Last Friday was a warm March day, over seventy degrees, and I opened the screen door while I cooked dinner. The kitchen filled with earthy breezes, the radio’s banter, and the sound and smell of sizzling free-range beef. I mixed cheeses, layered pasta noodles, and sat down to read in the breezy kitchen while the lasagna cooked. When mealtime came, my family ate on the front porch and lingered there even after we’d put down our forks.

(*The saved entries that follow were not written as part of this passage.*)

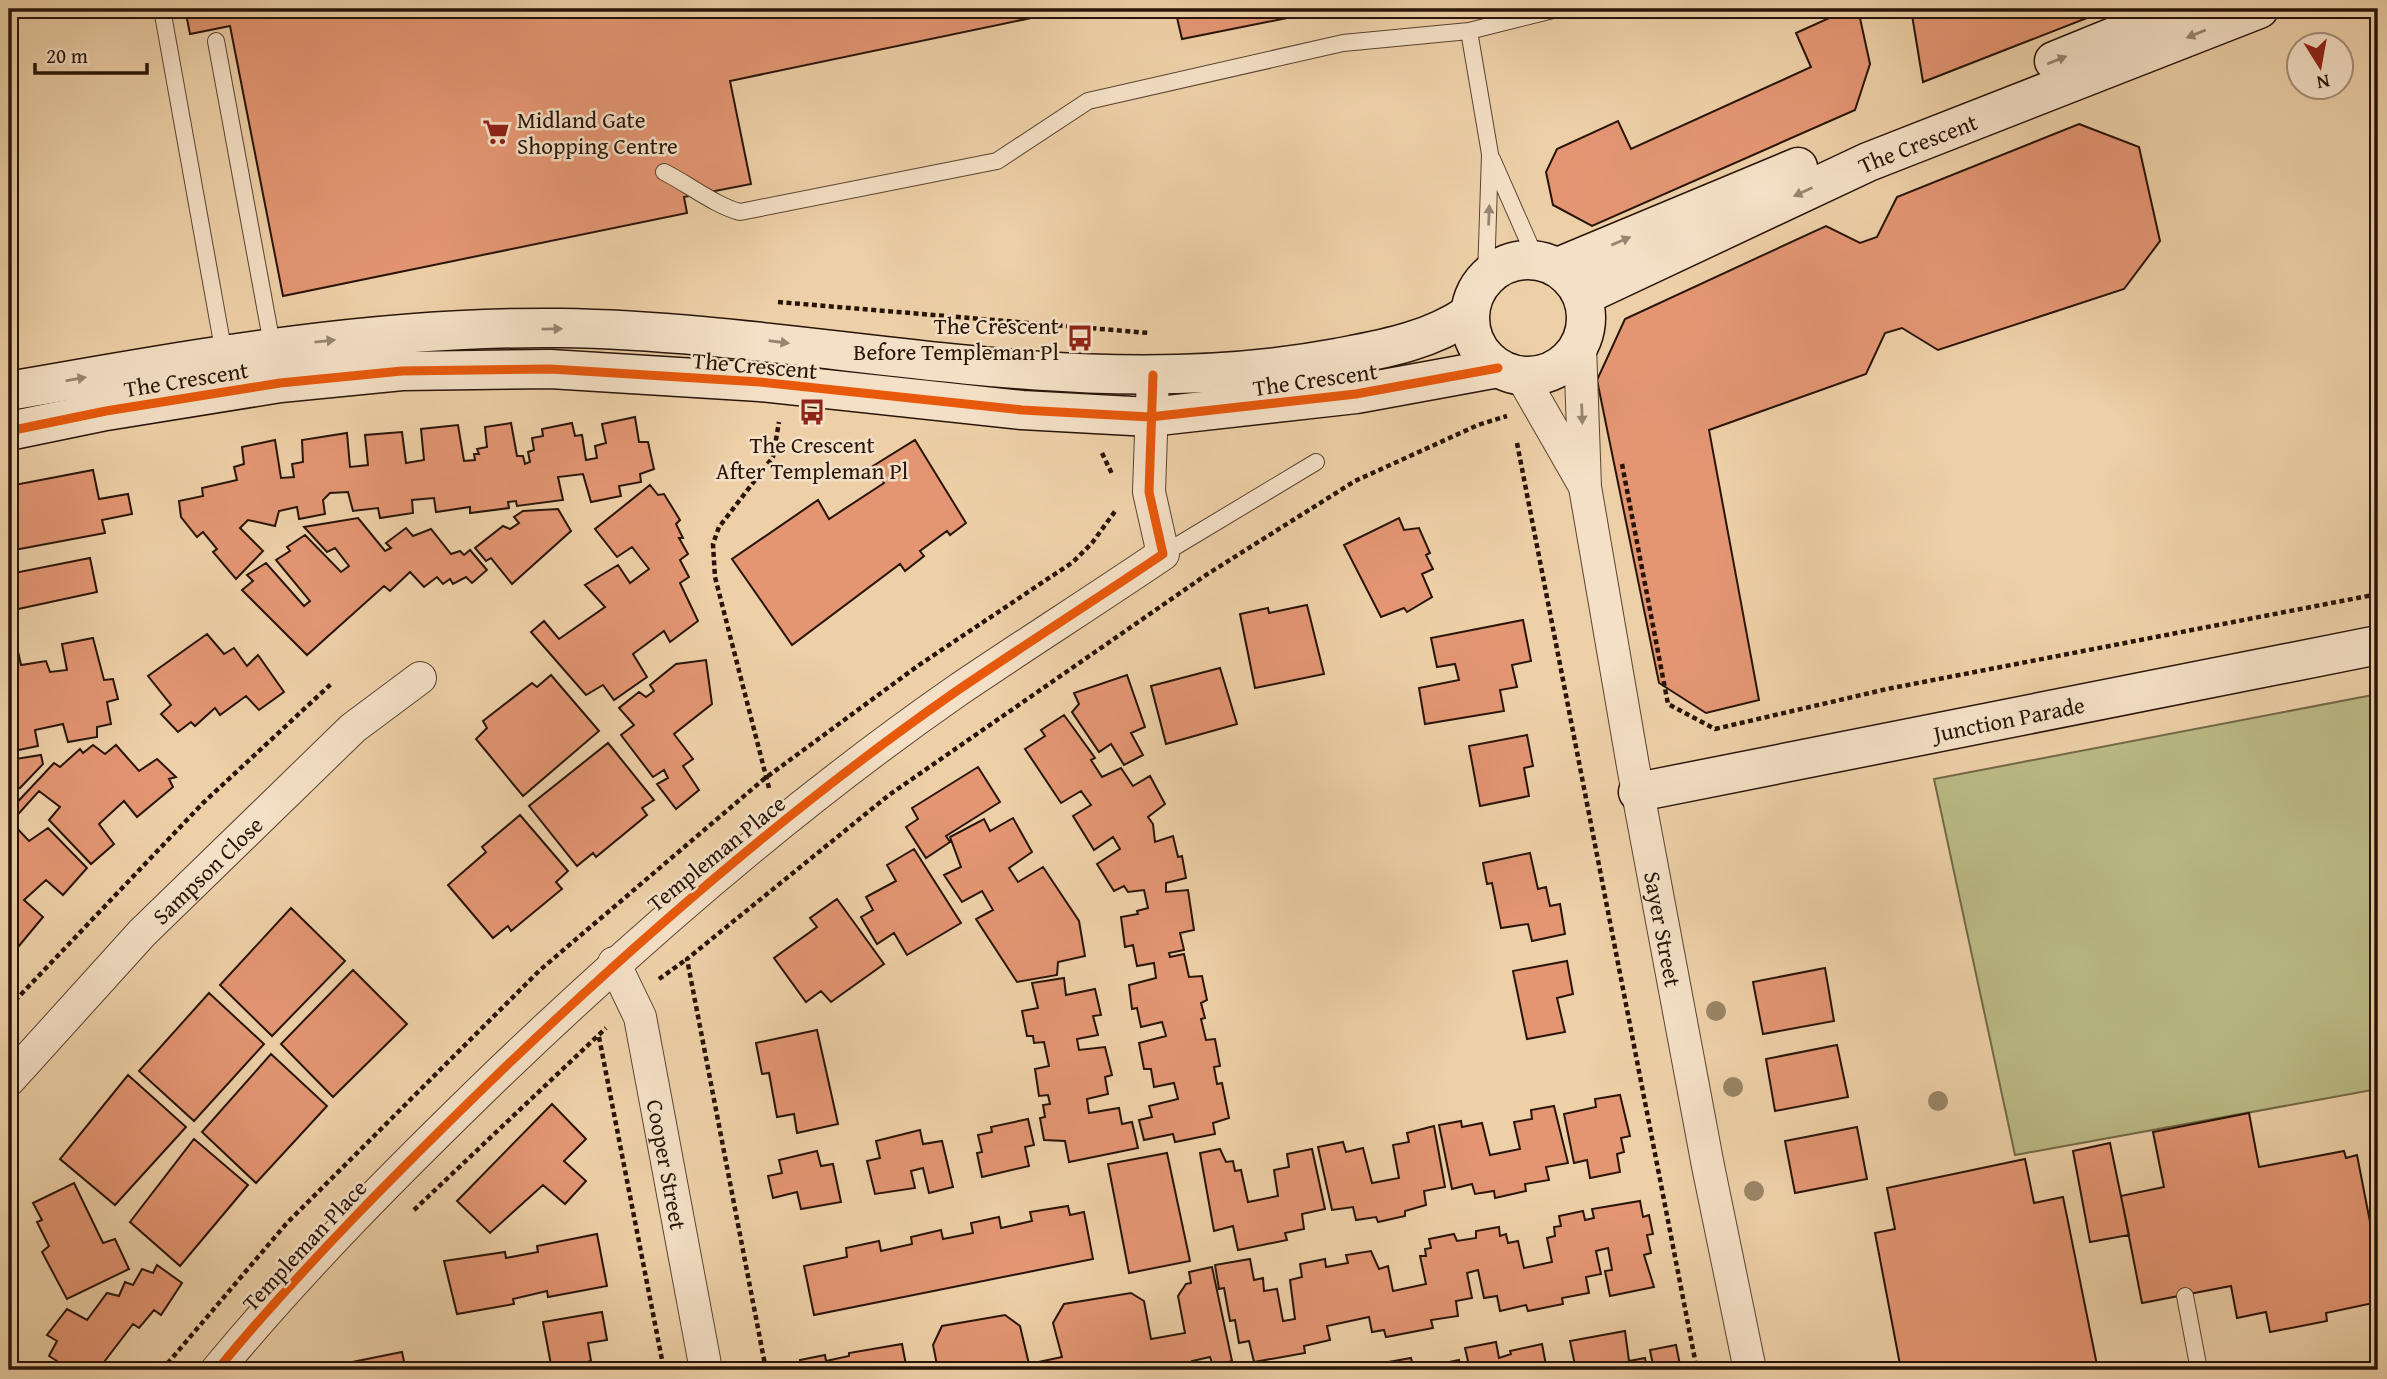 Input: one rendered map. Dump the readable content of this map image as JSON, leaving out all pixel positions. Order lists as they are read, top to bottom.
{
  "streets": {
    "street": [
      "The Crescent",
      "Junction Parade",
      "Templeman Place",
      "Sampson Close",
      "Sayer Street",
      "Cooper Street"
    ]
  },
  "crossings": [
    ["The Crescent", "Sayer Street"],
    ["Junction Parade", "Sayer Street"],
    ["Templeman Place", "Cooper Street"]
  ],
  "places": {
    "supermarket": ["Midland Gate Shopping Centre"],
    "bus stop": ["The Crescent Before Templeman Pl", "The Crescent After Templeman Pl"]
  },
  "scale_bar": "20 m",
  "north": "bottom"
} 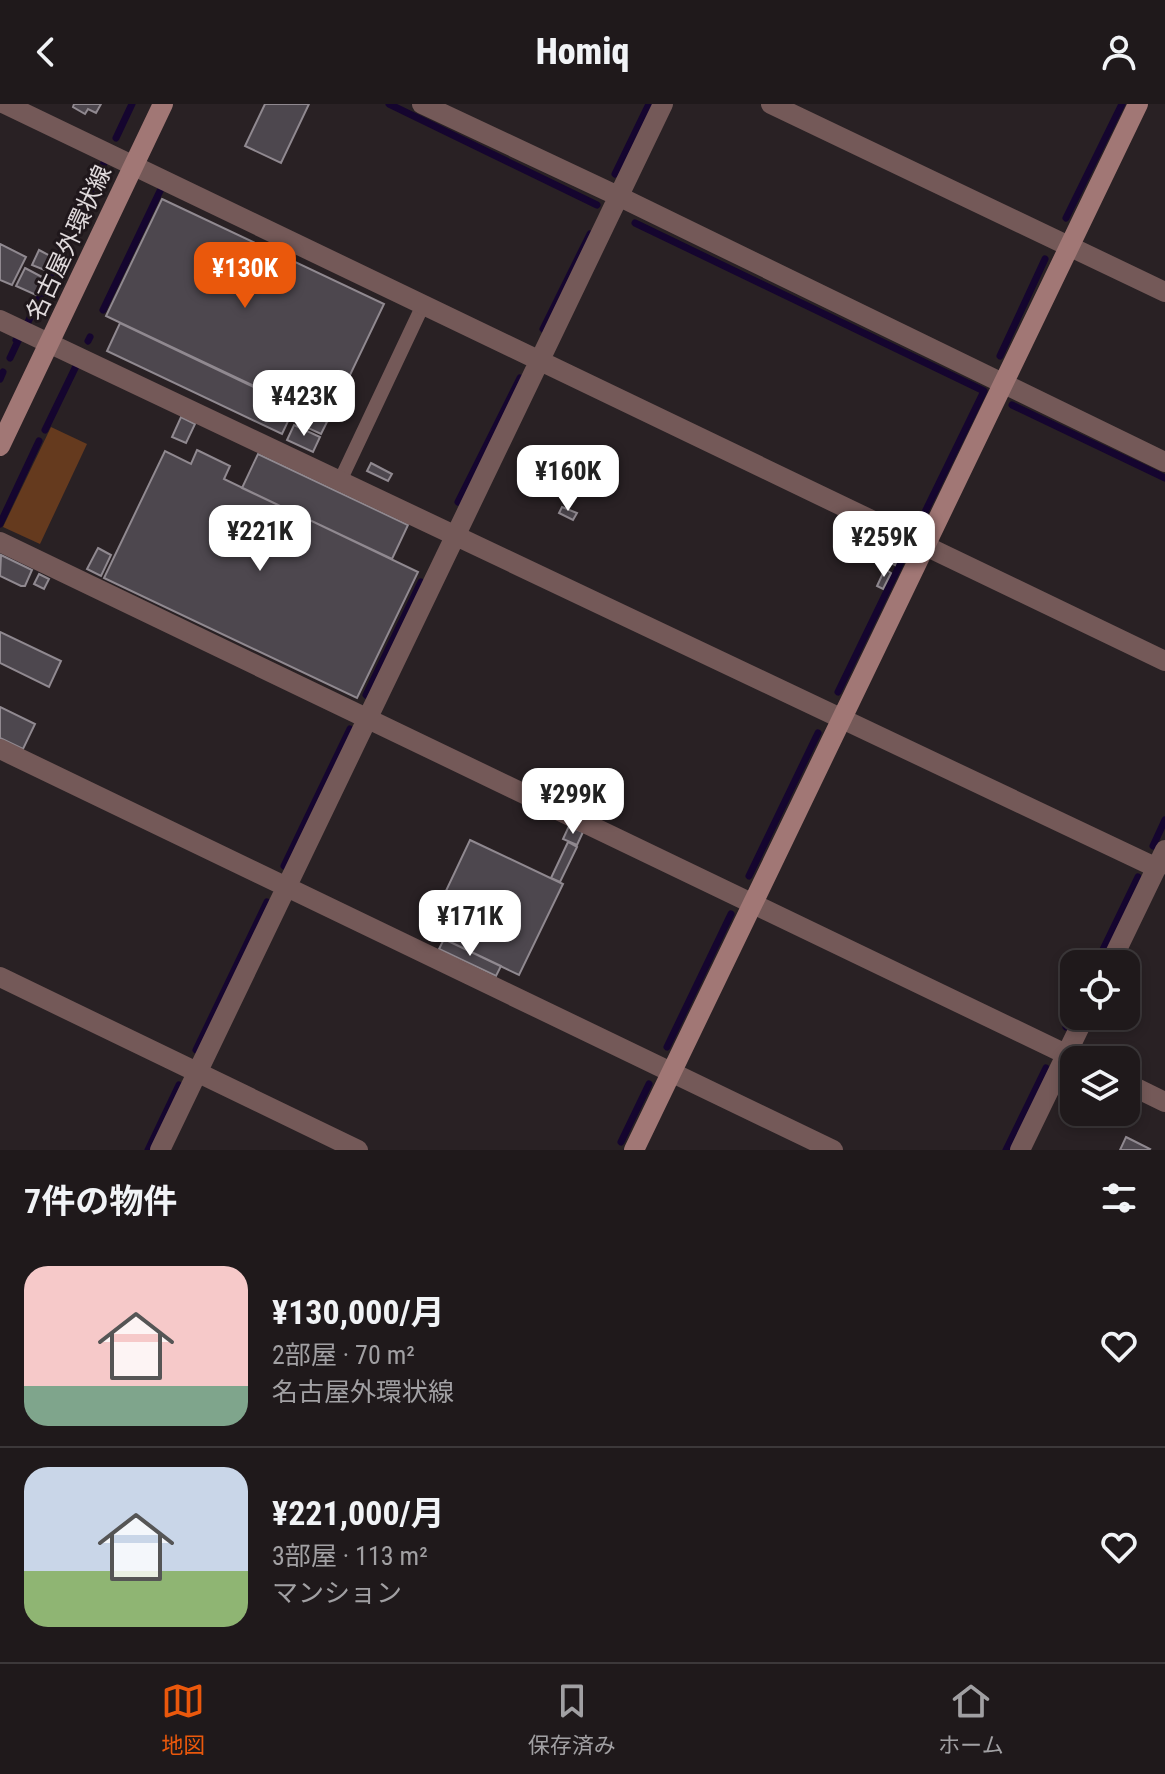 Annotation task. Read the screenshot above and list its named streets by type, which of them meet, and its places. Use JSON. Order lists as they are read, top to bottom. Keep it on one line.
{"streets":{"street":["名古屋外環状線"]},"page":{"header":"Homiq","price":["¥130K","¥423K","¥160K","¥221K","¥259K","¥299K","¥171K"],"heading":"7件の物件","list":[{"name":"¥130,000/月","note":"2部屋 · 70 m² · 名古屋外環状線"},{"name":"¥221,000/月","note":"3部屋 · 113 m² · マンション"}],"tabs":["地図","保存済み","ホーム"]}} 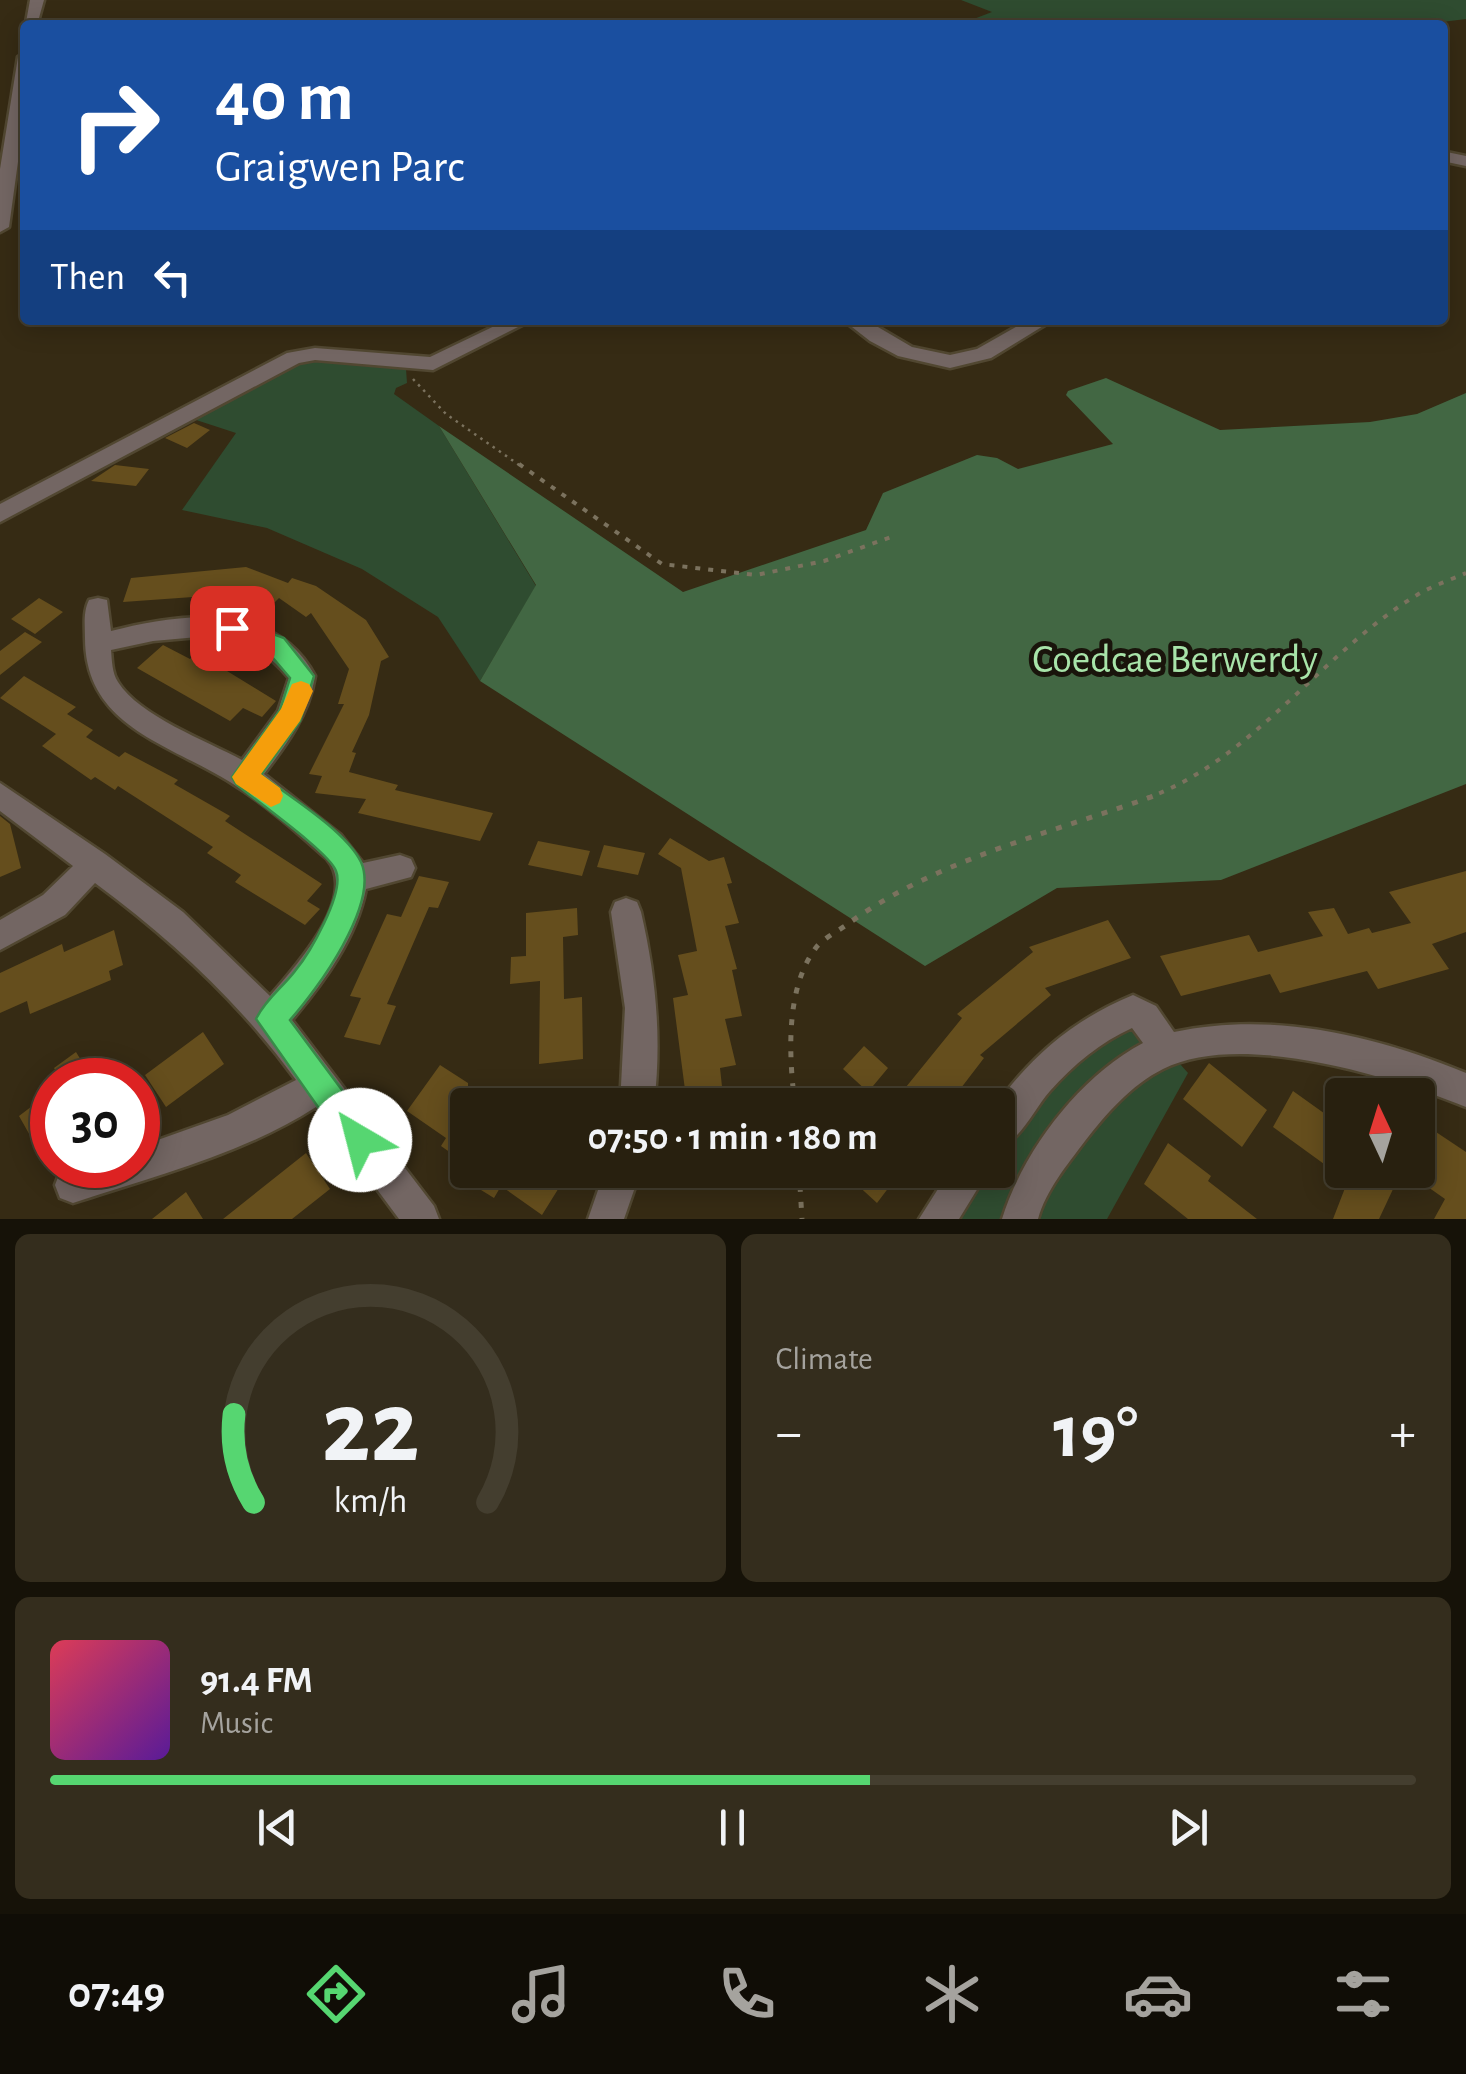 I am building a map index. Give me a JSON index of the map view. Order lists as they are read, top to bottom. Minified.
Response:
{"parks":["Coedcae Berwerdy"],"north":"top","page":{"turn":["40 m","Graigwen Parc"],"then":"Then","limit":"30","trip":"07:50 · 1 min · 180 m","tile":"Climate","heat":["−","19°","+"],"song":["91.4 FM","Music"],"tabs":"07:49","gauge":["22","km/h"]}}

I think these kinds of scenes are close to what agrarian author Wendell Berry had in mind when he wrote his essay “The Pleasures of Eating.” He laments Americans’ reliance on the corporate food industry because, among other things, this industry has created meals and food that take true pleasure out of eating. Diminishing our reliance on multinational food corporations by buying locally-grown food, looking for the organic label, gardening, and cooking from scratch have all become part of the trend of “going green.” No doubt this has become even more the case since the documentary Food, Inc. made more people aware of food industry practices. Wherever you find yourself in the midst of this trend, it can be easy to look at going green as just another thing to do, another standard added onto your life. Berry’s essay made me think that changing my habits to make them more compatible with earth’s design shouldn’t be done out of compulsion or peer pressure, or even with a sense of deprivation. Berry writes about the American status quo:
‘Life is not very interesting,’ we seem to have decided. ‘Let its satisfactions be minimal, perfunctory, and fast.’ We hurry through our meals to go to work and hurry through our work to ‘recreate’ ourselves in the evenings and on weekends and vacations. And then we hurry… through our recreation–for what?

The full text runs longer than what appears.